[Recorded information]
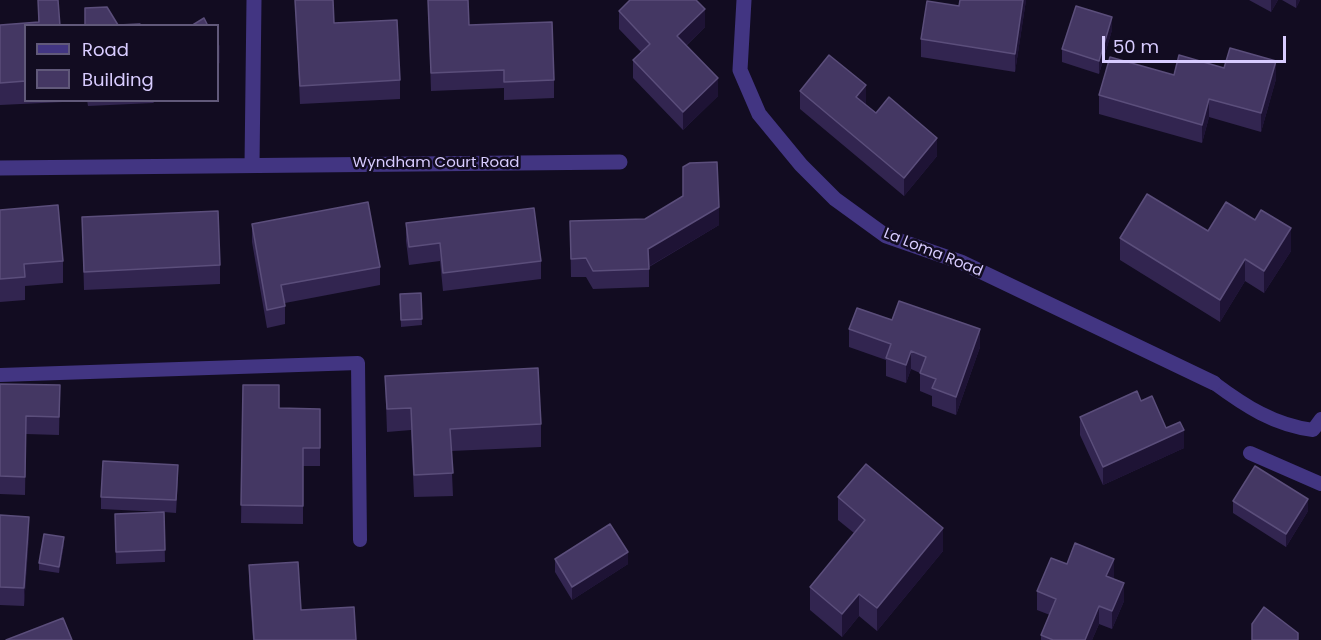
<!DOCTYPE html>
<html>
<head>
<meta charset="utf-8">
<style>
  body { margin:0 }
  #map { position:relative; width:1321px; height:640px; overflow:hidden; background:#120c21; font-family:Poppins,sans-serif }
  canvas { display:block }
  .legend { position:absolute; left:24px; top:24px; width:195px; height:78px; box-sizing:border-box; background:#120c21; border:2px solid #61597a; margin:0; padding:8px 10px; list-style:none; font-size:18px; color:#d8ccff }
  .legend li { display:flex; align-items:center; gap:12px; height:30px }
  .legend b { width:30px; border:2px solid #61597a }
  .scale { position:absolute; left:1102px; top:36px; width:184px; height:27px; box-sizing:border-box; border:3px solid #d8ccff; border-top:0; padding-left:8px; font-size:18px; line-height:21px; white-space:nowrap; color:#d8ccff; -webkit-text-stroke:4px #120c21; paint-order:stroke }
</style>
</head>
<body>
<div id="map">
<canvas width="1321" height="640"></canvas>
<ul class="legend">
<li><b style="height:8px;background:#423582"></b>Road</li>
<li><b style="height:16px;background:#443763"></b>Building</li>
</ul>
<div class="scale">50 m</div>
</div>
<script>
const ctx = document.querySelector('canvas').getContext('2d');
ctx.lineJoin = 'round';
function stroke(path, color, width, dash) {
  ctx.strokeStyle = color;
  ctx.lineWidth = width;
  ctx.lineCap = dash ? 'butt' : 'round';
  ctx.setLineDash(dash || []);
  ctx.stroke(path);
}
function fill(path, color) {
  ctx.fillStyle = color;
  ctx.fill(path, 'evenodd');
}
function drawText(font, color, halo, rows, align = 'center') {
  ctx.font = font + ' Poppins,sans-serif';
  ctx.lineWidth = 5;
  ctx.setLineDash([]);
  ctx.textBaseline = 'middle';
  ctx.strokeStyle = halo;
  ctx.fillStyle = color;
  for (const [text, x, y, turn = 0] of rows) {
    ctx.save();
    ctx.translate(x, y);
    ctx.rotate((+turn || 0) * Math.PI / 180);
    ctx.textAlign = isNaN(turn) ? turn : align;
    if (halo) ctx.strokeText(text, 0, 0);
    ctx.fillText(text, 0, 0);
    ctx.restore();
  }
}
stroke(new Path2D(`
  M0 375 358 363 360 540
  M1214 383C1245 406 1274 425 1313 430L1321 419
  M1250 453 1321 484`), '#423582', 14);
stroke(new Path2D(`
  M744 0 740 70 759 114 801 165 835 199 886 236 961 262 1214 383
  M252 165 254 0
  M0 168 620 162`), '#423582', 15);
fill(new Path2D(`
  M38 0 60 26H26V100H63V102L0 105V25L38 22Z
  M295 0H333L334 23 400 80V99L300 104Z
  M428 0H468L469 25 554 80V98L504 100V88L431 91Z
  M1026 0 1015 72 921 57V39L959 6Z
  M1249 0H1278L1271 12Z
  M1282 0H1300L1296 8Z
  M619 11 705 27 686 46 718 96 683 130 633 78V60L641 52 619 29Z
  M1112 30 1099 74 1062 62V49Z
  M1224 68 1276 79 1261 132 1209 117 1202 143 1099 114V95L1174 75Z
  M800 91 866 103 865 105 876 113 937 156 904 196 800 109Z
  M87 100H157L153 103 88 106Z
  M0 210 63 261V283L25 286V300L0 302Z
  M82 217 220 265V284L84 290Z
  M570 221 719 225 649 267V287L593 289 586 277H571Z
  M406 223 541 261V279L443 291 440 261 409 265 406 241Z
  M252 224 380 267V285L285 303V324L267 328 252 242Z
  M1208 231 1291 251 1264 293 1245 281 1220 322 1120 260V238Z
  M421 293 422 325 401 327 400 294Z
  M892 320 980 347 956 415 932 406V396L920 391V373L911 369 906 383 886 376V360L849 347V329Z
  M385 376 541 424V447L451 451 453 496 414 497 411 430 387 432Z
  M0 384 60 385 59 435 26 434 25 495 0 494Z
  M243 385 279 408 320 409V466H303V524L241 523Z
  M1141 401 1184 448 1103 485 1080 435V417Z
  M178 478 176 513 164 512 165 562 116 564 115 514 162 512 101 509V497Z
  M838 497 943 551 877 631 859 616 842 637 810 610V587L854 533 838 520Z
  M1233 501 1308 511 1286 547 1233 513Z
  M0 515 29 535 24 606 0 605Z
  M64 544 59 573 39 570V563Z
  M555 559 628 564 572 600 555 572Z
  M1067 564 1114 577 1113 579 1124 601 1112 629 1099 624 1092 640H1041V635L1050 615 1037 610V591Z
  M249 565 301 610 356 640H253L249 583Z`), '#322550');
fill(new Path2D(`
  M1023 0H1026L1015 72V54Z
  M1271 0H1278L1271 12Z
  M1296 0H1300L1296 8Z
  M705 9V27L677 54V36Z
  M1112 17V30L1099 74V61Z
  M220 45V63L218 64V46Z
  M1276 61V79L1261 132V113Z
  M718 78V96L683 130V112Z
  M866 85V103L856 116V97Z
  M1209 99V117L1202 143V125Z
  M937 138V156L904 196V178Z
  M719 207V225L648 267V249Z
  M1291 228V251L1264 293V271Z
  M1245 259V281L1220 322V300Z
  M980 329V347L956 415V397Z
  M911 351V369L906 383V365Z
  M1184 430V448L1103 485V467Z
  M1308 499V511L1286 547V534Z
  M29 517V535L24 606V588Z
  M943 528V551L877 631V608Z
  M64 537V544L59 573V567Z
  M628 552V564L572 600V587Z
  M1114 559V577L1106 594V576Z
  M1124 583V601L1112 629V611Z
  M859 594V616L842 637V614Z
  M1099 606V624L1092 640H1085Z`), '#1e1335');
const building = new Path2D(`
  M38 0H58L60 26H26V81L0 83V25L39 22Z
  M295 0H333L334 23 397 20 400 80 300 86Z
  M428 0H468L469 25 552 22 554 80 504 82V70L431 73Z
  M630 0H696L705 9 677 36 718 78 683 112 633 60 650 44 619 11Z
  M960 0H1023L1015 54 921 39 927 1 959 6Z
  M1076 6 1112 17 1099 61 1062 49Z
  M107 7 118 25 140 24 141 26H85V8Z
  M204 18 208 26H191Z
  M1230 48 1276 61 1261 113 1209 99 1202 125 1099 95 1110 57 1174 75 1179 55 1224 68Z
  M829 55 866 85 856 97 876 113 889 97 937 138 904 178 800 91Z
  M717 162 719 207 648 249 649 269 593 271 586 258 571 259 570 221 645 219 683 196V167L690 163Z
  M1147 194 1208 231 1226 202 1255 220 1261 210 1291 228 1264 271 1245 259 1220 300 1120 238Z
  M368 202 380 267 281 285 285 306 267 310 252 224Z
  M58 205 63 261 24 264 25 277 0 279V210Z
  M534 208 541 261 443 273 440 243 409 247 406 223Z
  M218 211 220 265 84 272 82 217Z
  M421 293 422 319 401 320 400 294Z
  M899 301 980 329 956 397 932 388 936 379 920 373 926 357 911 351 906 365 886 358 891 344 849 329 857 308 892 320Z
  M538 368 541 424 450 429 453 473 414 475 411 408 387 409 385 376Z
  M0 384 60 385 59 417 26 416 25 477 0 476Z
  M243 385H279V408L320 409V448H303V506L241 505Z
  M1137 391 1141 401 1152 396 1166 428 1180 422 1184 430 1103 467 1080 417Z
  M103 461 178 465 176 500 101 497Z
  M866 464 943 528 877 608 859 594 842 614 810 587 865 520 838 497Z
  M1255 466 1308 499 1286 534 1233 501Z
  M164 512 165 550 116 552 115 514Z
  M0 515 29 517 24 588 0 587Z
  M610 524 628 552 572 587 555 559Z
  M44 534 64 537 59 567 39 563Z
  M1075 543 1114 559 1106 576 1124 583 1112 611 1099 606 1085 640H1053L1041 635 1056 599 1037 591 1051 558 1067 564Z
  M298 562 301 610 354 607 356 640H254L249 565Z
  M1264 607 1298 633V640H1252V624Z
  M63 618 72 640H6Z`);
fill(building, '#443763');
stroke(building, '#5b4e7b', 1.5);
drawText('15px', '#d8ccff', '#120c21', [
  ["Wyndham Court Road",436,163],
  ["La Loma Road",933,253,22]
]);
</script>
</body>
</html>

[Work task]
Take every line from the data that contains the word "display".

[Response to the task]
  canvas { display:block }
  .legend li { display:flex; align-items:center; gap:12px; height:30px }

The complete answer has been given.